Rails, Git, and Empty Directories

May 11th, 2008 by Chris Kaukis - Tags: ,

I was getting a little fed up touching every single directory that was empty after I created a new Rails app and than pushing it to a git repo and having it not include the empty directories. So, I created a short quick script to help me out. I didn’t test it more than a couple times, but it seems to do the job. Anyway, here it is:

def touch_gitignore(path = '.')
  Dir[File.join(File.expand_path(path), '**')].each do |file|
    if File.directory?(file)
      touch_gitignore(file)
      if Dir[File.join(file, '*')].empty?
        `touch #{File.join(file, '.gitignore')}`
        puts 'touched: ' + file
      end
    end
  end  
end
 
ARGV.first ? touch_gitignore(ARGV.first) : touch_gitignore

Yes, I’m sure it can be improved. As I said, it was quick and dirty, out of frustration even.

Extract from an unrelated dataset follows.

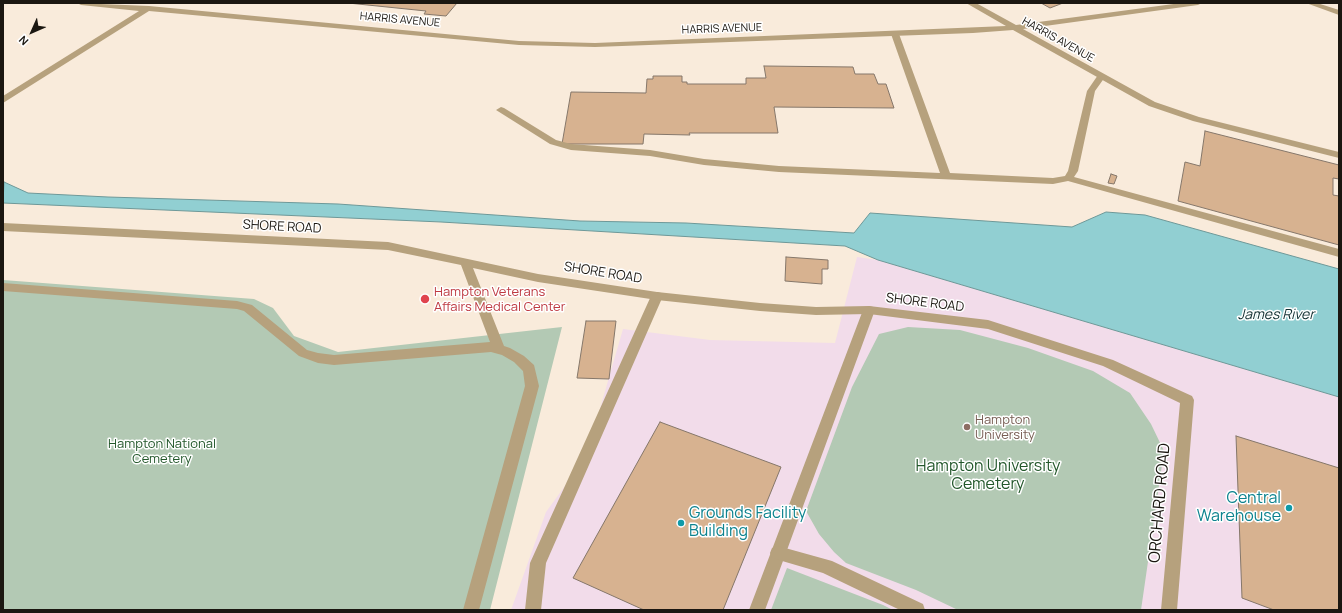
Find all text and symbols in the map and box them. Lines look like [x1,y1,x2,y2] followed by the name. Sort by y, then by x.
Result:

As an example how to run it, if I named the file I pasted the code from above into ‘gitignore.rb’ then it would be something like this:

chris$ rails test
chris$ ruby gitignore.rb test

If you found this useful, how about a recommendation on working with rails?

You can leave a response, or trackback from your own site.

6 Comments

  1. bryanl says:

    FWIW, I believe Rails Edge has support to automatically create directories when needed. This problem should go away soon.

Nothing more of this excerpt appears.